Supostamente oriunda de uma família abastada de Famalicão, a falsa freira, que costuma vestir-se como se usasse um hábito, com saias compridas e um lenço na cabeça, não pertence a qualquer congregação e terá problemas do foro psíquico. A mulher acredita que tem um dom e terá mesmo convencido disso mesmo alguns moradores nos dois dias que passou pelo bairro. "Passam horas a ouvi-la, contam-lhe as angústias e problemas e canalizam toda a esperança para aquela senhora", relata ainda António Pinto. Na prisão, onde a chamam "irmã", a falsa freira - que recusou a oferta dos moradores do Lagarteiro para lhe pagar a multa - terá mesmo pedido a visita do assistente social para lhe transferir os poderes que, acredita, lhe foram concedidos por Deus."

quink644 disse...

Eu vi essa notícia, a que aliás me referi noutro post e se compagina com o quadro que aqui descrevi.
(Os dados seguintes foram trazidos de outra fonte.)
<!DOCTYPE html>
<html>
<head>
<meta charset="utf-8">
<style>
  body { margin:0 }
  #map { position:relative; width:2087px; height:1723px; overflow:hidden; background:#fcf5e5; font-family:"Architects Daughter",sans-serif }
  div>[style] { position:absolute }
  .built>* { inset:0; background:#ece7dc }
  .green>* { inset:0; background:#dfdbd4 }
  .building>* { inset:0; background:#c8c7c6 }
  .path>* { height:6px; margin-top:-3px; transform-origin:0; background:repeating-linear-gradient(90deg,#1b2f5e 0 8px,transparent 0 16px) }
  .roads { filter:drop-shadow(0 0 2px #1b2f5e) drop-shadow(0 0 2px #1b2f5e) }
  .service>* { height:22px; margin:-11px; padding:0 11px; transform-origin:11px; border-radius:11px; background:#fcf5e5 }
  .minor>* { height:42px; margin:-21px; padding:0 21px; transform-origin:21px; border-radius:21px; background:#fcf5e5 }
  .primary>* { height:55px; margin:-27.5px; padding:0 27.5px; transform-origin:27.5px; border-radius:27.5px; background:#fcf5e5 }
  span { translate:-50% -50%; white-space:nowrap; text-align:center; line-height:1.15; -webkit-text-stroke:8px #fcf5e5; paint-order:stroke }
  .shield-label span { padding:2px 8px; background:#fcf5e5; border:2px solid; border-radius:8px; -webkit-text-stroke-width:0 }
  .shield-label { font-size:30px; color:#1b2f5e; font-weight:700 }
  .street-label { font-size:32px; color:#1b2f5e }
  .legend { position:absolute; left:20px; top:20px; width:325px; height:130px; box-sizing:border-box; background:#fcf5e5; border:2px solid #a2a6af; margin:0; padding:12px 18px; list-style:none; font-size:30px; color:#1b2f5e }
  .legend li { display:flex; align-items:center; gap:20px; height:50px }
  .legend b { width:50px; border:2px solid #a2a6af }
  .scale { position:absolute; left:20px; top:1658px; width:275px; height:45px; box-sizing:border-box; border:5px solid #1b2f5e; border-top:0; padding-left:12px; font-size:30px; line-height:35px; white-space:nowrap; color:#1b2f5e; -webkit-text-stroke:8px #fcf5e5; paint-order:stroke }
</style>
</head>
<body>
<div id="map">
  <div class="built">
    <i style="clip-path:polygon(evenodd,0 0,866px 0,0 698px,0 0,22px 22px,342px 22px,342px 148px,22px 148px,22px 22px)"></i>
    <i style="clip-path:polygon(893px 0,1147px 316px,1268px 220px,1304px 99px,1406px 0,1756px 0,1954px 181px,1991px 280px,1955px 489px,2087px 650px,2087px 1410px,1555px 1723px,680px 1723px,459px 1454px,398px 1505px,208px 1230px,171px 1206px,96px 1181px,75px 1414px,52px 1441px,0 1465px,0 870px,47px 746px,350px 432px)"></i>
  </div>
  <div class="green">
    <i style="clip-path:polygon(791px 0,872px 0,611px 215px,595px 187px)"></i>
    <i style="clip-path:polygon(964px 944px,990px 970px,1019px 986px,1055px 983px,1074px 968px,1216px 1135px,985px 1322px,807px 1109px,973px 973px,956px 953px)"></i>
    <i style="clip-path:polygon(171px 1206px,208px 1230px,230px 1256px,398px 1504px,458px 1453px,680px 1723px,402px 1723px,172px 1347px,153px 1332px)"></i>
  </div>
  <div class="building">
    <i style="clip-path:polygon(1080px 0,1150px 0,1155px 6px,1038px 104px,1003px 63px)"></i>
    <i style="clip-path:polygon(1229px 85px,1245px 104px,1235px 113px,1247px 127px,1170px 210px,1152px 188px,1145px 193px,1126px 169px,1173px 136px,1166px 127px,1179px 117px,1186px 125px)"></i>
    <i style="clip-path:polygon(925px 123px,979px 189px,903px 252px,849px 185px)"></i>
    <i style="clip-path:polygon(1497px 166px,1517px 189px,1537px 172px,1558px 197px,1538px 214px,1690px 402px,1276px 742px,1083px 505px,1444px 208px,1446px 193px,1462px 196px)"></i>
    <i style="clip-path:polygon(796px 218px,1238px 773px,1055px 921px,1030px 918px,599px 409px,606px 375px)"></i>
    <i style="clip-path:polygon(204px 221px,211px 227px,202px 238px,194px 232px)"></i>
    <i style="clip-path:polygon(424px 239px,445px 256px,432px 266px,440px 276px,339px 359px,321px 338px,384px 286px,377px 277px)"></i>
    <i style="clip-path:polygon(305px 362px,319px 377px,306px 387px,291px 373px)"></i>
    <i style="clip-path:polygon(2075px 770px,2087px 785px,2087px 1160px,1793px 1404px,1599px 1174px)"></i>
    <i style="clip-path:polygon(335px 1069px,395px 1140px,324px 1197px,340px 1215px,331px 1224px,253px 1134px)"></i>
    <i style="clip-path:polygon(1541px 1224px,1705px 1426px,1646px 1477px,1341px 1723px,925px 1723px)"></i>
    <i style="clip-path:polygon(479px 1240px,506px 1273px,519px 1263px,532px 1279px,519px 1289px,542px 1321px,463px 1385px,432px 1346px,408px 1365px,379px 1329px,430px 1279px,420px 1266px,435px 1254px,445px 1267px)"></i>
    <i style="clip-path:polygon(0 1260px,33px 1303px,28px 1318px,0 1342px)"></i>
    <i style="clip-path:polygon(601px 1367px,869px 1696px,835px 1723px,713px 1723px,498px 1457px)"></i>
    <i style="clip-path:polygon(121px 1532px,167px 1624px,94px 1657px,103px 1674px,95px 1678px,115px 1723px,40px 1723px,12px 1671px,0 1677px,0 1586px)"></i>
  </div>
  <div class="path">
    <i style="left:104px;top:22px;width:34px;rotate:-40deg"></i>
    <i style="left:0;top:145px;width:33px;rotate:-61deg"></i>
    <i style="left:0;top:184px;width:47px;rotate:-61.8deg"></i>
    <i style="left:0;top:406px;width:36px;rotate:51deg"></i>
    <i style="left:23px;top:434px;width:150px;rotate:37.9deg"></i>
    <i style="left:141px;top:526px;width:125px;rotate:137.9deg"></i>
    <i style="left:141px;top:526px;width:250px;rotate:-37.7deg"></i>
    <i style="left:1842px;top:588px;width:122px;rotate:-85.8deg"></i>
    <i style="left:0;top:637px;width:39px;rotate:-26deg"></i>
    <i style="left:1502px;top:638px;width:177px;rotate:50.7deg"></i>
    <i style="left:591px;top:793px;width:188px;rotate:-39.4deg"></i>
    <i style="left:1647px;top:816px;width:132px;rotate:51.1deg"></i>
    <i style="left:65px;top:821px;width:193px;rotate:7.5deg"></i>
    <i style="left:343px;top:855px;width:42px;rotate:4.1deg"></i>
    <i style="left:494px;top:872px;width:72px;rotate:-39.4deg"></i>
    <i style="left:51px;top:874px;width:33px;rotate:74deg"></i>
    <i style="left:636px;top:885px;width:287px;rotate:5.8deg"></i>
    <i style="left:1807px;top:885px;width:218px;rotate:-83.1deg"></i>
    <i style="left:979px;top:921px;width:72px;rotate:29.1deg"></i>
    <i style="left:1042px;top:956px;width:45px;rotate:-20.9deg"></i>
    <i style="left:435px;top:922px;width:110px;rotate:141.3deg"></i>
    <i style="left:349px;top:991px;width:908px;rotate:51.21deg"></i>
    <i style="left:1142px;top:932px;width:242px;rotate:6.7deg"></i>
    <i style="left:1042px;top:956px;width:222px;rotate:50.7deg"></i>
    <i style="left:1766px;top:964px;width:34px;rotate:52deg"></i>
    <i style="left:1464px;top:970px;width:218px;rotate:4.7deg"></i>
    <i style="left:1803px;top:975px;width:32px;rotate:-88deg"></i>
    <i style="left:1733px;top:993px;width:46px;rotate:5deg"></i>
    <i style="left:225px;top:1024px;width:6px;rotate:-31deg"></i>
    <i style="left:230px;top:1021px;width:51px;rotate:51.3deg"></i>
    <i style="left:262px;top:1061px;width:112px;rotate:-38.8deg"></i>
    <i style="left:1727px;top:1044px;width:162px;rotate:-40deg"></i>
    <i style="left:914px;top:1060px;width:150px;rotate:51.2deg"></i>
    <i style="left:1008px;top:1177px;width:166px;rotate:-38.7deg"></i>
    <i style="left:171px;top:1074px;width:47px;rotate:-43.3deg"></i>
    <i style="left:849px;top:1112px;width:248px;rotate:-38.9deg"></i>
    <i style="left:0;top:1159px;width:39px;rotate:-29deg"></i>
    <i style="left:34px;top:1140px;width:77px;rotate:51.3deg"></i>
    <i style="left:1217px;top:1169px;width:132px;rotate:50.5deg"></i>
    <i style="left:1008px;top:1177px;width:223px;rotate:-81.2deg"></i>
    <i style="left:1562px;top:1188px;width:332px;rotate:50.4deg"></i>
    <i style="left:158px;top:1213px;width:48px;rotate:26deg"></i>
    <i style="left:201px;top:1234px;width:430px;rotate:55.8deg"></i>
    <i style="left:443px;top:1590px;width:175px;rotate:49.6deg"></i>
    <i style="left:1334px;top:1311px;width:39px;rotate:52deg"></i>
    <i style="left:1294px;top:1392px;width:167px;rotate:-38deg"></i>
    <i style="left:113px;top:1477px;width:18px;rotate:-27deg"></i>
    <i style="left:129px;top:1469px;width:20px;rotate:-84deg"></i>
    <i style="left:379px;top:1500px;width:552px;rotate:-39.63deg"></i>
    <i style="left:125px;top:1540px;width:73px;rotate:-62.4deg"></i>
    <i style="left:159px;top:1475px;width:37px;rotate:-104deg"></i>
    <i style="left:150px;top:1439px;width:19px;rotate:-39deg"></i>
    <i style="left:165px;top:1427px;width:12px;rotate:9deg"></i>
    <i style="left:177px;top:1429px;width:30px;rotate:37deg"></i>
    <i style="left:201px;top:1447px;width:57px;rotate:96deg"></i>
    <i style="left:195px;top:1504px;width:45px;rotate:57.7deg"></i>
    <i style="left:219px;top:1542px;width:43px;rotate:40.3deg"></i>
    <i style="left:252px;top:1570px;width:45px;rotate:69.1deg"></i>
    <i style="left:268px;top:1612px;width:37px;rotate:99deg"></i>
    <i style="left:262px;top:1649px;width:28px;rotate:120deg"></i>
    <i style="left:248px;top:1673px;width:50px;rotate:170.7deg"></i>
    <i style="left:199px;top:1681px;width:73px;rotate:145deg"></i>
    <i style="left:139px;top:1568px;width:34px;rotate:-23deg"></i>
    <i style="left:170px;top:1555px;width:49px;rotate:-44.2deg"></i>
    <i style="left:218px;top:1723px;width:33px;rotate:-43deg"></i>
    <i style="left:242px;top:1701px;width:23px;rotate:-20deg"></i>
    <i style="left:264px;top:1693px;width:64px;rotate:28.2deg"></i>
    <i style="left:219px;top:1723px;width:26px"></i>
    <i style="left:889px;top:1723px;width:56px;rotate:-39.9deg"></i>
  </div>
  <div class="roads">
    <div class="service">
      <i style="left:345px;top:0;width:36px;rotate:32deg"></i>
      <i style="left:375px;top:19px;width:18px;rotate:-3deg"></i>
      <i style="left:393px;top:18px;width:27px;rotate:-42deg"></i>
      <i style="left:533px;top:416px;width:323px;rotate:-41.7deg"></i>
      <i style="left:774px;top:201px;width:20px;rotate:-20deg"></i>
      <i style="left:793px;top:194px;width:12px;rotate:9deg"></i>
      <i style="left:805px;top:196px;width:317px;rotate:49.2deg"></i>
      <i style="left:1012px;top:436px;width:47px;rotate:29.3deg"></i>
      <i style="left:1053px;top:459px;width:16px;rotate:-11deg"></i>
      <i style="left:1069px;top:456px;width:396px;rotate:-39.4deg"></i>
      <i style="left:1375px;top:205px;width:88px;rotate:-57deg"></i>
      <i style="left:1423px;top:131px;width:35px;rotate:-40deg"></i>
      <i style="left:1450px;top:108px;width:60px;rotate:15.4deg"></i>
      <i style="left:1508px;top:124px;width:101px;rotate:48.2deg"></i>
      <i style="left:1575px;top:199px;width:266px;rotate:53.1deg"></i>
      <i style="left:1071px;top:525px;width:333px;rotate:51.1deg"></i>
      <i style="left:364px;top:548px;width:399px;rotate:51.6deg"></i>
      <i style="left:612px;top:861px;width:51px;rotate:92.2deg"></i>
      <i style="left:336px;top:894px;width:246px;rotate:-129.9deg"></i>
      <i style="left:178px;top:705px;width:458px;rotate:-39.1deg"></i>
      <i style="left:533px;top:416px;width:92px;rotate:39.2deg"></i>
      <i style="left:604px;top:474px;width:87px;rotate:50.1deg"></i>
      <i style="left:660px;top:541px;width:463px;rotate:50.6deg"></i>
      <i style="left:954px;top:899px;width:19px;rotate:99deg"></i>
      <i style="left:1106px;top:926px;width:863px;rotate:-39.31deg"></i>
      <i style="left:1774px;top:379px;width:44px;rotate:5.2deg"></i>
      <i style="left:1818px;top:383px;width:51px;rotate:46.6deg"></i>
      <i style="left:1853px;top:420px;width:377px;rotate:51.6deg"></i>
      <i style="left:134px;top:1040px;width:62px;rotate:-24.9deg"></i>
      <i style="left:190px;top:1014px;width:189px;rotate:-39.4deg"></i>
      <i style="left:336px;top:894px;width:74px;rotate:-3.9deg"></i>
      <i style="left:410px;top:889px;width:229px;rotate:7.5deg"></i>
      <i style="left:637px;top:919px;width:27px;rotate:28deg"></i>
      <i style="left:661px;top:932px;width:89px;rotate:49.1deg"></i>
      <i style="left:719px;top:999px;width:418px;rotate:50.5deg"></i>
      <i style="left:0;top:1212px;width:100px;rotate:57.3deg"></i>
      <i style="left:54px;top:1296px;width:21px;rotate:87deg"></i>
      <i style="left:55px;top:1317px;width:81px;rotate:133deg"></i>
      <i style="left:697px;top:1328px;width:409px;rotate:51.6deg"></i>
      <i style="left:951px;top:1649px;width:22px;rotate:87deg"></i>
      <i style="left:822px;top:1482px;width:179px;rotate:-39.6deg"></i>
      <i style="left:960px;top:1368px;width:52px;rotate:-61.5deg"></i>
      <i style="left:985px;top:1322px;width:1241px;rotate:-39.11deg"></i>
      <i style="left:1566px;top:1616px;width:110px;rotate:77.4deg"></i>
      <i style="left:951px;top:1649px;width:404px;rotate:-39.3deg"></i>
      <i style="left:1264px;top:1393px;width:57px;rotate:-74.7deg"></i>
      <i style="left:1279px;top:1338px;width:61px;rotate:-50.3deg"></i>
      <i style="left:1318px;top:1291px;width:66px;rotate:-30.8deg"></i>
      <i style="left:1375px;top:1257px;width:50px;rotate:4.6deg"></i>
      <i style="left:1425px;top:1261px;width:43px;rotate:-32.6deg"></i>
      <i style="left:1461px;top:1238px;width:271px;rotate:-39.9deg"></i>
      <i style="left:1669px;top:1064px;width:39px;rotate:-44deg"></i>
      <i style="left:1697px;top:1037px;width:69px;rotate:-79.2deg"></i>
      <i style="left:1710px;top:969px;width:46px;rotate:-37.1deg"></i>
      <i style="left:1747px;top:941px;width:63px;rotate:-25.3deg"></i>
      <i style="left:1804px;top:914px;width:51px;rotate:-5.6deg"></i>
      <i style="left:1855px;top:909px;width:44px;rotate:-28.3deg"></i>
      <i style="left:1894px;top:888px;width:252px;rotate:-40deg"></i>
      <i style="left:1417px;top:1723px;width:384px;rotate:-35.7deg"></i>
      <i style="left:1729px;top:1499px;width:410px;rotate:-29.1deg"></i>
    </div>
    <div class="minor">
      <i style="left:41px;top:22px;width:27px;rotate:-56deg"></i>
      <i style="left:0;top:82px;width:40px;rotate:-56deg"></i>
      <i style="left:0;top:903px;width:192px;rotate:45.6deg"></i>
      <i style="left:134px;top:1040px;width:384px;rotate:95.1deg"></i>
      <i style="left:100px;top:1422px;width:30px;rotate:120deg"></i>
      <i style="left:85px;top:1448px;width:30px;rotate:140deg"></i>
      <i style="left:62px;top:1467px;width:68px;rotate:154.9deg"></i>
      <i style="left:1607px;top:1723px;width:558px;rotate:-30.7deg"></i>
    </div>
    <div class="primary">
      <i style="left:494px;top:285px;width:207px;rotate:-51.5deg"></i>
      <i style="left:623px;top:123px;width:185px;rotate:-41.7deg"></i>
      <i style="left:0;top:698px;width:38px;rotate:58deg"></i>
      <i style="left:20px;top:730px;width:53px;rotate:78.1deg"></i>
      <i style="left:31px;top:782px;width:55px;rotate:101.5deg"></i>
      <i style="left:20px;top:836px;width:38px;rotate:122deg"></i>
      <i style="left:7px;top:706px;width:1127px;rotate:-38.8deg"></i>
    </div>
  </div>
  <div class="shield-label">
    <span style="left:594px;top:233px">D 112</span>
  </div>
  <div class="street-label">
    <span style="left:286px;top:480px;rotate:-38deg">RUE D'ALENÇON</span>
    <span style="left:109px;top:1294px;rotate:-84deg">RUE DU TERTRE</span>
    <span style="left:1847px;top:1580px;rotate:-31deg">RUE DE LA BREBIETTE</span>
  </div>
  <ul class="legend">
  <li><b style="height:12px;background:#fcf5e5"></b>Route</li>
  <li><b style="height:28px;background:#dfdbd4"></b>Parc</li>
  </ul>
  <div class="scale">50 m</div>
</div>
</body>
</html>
No entanto, o lugar das pessoas com problemas psiquicos, mas inofensivas para a sociedade,´pode ser num hospital, numa consulta de psiquiatria ou outro local qualquer, nunca, mas nunca na prisão... Ou não lhe parece? Se uma pessoa sofre de problemas mentais, o que me parece ser o caso, deve ser ajudada e não presa.
Um juiz, para o ser, detecta facilmente essa situação e, se tiver dúvidas, tem o poder de solicitar a presença de um psiquiatra que lhe esclareceria a situação. O que aconteceu, pois, foi um acto de pura injustiça, proferido por um juiz que devia, ele próprio, passar os mesmos 33 dias na cadeia e de seguida ser reenviado para o quadro dos excedentários...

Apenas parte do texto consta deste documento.